• _PROBLEM TO SOLVE_:
Report only the number of lines below in which the string "rows" appears.

[Start of section]

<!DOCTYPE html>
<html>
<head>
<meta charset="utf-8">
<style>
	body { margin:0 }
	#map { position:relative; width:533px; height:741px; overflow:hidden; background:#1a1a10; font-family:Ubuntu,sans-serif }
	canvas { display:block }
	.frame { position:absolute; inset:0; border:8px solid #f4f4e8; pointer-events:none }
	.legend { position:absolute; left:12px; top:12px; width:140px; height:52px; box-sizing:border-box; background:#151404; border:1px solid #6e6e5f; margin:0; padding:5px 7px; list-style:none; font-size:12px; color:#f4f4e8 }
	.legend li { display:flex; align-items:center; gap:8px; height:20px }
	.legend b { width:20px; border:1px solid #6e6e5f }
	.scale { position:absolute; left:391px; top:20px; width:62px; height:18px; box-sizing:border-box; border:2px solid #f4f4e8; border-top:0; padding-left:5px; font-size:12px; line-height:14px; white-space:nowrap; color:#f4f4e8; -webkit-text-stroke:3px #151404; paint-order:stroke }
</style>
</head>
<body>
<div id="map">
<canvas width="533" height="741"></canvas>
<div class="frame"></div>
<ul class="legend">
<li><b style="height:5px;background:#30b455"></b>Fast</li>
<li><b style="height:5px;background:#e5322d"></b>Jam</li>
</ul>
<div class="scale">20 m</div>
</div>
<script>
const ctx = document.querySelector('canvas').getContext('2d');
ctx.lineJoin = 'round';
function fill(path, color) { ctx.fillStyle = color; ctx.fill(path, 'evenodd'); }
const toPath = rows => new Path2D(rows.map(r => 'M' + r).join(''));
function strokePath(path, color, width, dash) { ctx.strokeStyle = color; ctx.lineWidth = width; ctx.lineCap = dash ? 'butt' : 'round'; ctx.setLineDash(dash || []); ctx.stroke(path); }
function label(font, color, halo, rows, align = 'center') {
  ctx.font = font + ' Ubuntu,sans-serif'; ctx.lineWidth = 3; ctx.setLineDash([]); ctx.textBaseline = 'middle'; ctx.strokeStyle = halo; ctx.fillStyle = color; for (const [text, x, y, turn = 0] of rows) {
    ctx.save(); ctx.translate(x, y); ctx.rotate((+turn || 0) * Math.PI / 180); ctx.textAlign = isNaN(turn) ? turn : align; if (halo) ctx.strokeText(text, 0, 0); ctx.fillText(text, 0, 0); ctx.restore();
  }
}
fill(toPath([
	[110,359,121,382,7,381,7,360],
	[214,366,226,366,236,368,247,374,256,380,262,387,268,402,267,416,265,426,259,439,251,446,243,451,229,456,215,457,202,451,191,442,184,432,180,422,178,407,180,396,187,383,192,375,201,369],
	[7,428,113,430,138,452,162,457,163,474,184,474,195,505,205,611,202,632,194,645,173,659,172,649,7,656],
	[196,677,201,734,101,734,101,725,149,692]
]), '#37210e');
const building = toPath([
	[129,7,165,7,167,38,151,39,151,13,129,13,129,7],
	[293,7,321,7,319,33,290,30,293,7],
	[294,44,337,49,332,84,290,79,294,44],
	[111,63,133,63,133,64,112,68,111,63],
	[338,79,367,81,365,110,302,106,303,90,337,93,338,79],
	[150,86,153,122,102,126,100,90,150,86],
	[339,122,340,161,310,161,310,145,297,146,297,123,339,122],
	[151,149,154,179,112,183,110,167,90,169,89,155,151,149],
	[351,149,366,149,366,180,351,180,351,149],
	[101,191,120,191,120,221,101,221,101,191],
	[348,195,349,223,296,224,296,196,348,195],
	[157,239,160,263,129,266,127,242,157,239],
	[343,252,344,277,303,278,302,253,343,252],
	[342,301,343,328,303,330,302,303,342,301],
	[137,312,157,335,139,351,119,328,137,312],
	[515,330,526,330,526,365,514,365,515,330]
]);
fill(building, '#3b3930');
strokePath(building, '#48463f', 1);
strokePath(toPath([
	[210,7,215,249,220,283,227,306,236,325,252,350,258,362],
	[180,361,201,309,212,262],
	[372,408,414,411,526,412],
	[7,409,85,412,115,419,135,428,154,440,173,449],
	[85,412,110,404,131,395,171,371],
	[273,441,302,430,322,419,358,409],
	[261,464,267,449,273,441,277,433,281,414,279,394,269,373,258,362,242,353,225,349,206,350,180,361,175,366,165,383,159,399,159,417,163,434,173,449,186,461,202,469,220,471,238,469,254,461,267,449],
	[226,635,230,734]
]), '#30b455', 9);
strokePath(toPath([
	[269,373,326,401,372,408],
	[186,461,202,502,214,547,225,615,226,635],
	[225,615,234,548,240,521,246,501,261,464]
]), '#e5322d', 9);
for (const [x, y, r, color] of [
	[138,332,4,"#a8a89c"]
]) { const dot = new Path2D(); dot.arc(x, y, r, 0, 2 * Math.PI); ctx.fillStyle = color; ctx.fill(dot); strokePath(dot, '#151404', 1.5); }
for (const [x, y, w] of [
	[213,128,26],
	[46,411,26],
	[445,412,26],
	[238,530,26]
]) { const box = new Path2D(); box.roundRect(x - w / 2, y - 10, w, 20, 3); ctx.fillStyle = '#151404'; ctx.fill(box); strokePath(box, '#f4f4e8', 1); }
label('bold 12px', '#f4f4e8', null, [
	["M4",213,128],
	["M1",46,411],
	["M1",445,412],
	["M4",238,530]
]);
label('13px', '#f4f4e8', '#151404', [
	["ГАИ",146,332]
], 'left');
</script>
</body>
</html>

[End of section]

• _TASK SOLUTION_:
3